Whatever lines the data contains, output all of them unchanged.

Supplied information: Begin

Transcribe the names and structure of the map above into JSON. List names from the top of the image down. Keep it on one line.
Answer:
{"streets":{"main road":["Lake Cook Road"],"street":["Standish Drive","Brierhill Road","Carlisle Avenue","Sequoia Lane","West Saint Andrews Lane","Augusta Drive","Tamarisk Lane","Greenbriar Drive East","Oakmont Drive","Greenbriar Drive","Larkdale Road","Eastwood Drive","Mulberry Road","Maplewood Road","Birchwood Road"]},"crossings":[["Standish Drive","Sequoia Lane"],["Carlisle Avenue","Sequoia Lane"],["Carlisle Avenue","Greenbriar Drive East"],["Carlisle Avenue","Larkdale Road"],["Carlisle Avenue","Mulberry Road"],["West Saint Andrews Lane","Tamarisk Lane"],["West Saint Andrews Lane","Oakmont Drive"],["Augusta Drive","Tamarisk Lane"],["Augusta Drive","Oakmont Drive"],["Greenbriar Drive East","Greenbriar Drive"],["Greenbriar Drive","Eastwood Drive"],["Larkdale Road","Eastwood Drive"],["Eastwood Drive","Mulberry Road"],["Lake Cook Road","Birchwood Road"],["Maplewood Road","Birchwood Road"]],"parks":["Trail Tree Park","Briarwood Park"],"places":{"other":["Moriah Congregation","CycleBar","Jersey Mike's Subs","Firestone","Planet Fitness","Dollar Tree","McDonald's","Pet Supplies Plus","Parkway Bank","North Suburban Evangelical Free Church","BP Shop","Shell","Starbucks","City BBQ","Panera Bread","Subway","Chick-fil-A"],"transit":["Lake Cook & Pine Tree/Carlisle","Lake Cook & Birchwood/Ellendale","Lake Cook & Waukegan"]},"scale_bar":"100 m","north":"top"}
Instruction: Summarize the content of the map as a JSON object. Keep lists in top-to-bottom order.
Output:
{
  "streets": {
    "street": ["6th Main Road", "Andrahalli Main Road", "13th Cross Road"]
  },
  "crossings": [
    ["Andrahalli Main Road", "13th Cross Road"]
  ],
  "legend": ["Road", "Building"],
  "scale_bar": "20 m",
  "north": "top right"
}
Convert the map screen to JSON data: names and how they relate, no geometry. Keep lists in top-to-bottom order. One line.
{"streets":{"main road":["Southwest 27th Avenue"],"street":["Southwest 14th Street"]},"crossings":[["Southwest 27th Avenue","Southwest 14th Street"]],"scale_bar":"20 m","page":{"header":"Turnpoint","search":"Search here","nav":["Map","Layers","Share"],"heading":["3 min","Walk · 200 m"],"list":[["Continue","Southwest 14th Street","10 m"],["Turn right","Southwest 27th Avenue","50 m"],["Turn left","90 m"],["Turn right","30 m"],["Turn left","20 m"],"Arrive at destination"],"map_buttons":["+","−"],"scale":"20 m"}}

Supplied information: End

*Output for this task*.
Transcribe the names and structure of the map above into JSON. List names from the top of the image down. Keep it on one line.
Answer:
{"streets":{"main road":["Lake Cook Road"],"street":["Standish Drive","Brierhill Road","Carlisle Avenue","Sequoia Lane","West Saint Andrews Lane","Augusta Drive","Tamarisk Lane","Greenbriar Drive East","Oakmont Drive","Greenbriar Drive","Larkdale Road","Eastwood Drive","Mulberry Road","Maplewood Road","Birchwood Road"]},"crossings":[["Standish Drive","Sequoia Lane"],["Carlisle Avenue","Sequoia Lane"],["Carlisle Avenue","Greenbriar Drive East"],["Carlisle Avenue","Larkdale Road"],["Carlisle Avenue","Mulberry Road"],["West Saint Andrews Lane","Tamarisk Lane"],["West Saint Andrews Lane","Oakmont Drive"],["Augusta Drive","Tamarisk Lane"],["Augusta Drive","Oakmont Drive"],["Greenbriar Drive East","Greenbriar Drive"],["Greenbriar Drive","Eastwood Drive"],["Larkdale Road","Eastwood Drive"],["Eastwood Drive","Mulberry Road"],["Lake Cook Road","Birchwood Road"],["Maplewood Road","Birchwood Road"]],"parks":["Trail Tree Park","Briarwood Park"],"places":{"other":["Moriah Congregation","CycleBar","Jersey Mike's Subs","Firestone","Planet Fitness","Dollar Tree","McDonald's","Pet Supplies Plus","Parkway Bank","North Suburban Evangelical Free Church","BP Shop","Shell","Starbucks","City BBQ","Panera Bread","Subway","Chick-fil-A"],"transit":["Lake Cook & Pine Tree/Carlisle","Lake Cook & Birchwood/Ellendale","Lake Cook & Waukegan"]},"scale_bar":"100 m","north":"top"}
Instruction: Summarize the content of the map as a JSON object. Keep lists in top-to-bottom order.
Output:
{
  "streets": {
    "street": ["6th Main Road", "Andrahalli Main Road", "13th Cross Road"]
  },
  "crossings": [
    ["Andrahalli Main Road", "13th Cross Road"]
  ],
  "legend": ["Road", "Building"],
  "scale_bar": "20 m",
  "north": "top right"
}
Convert the map screen to JSON data: names and how they relate, no geometry. Keep lists in top-to-bottom order. One line.
{"streets":{"main road":["Southwest 27th Avenue"],"street":["Southwest 14th Street"]},"crossings":[["Southwest 27th Avenue","Southwest 14th Street"]],"scale_bar":"20 m","page":{"header":"Turnpoint","search":"Search here","nav":["Map","Layers","Share"],"heading":["3 min","Walk · 200 m"],"list":[["Continue","Southwest 14th Street","10 m"],["Turn right","Southwest 27th Avenue","50 m"],["Turn left","90 m"],["Turn right","30 m"],["Turn left","20 m"],"Arrive at destination"],"map_buttons":["+","−"],"scale":"20 m"}}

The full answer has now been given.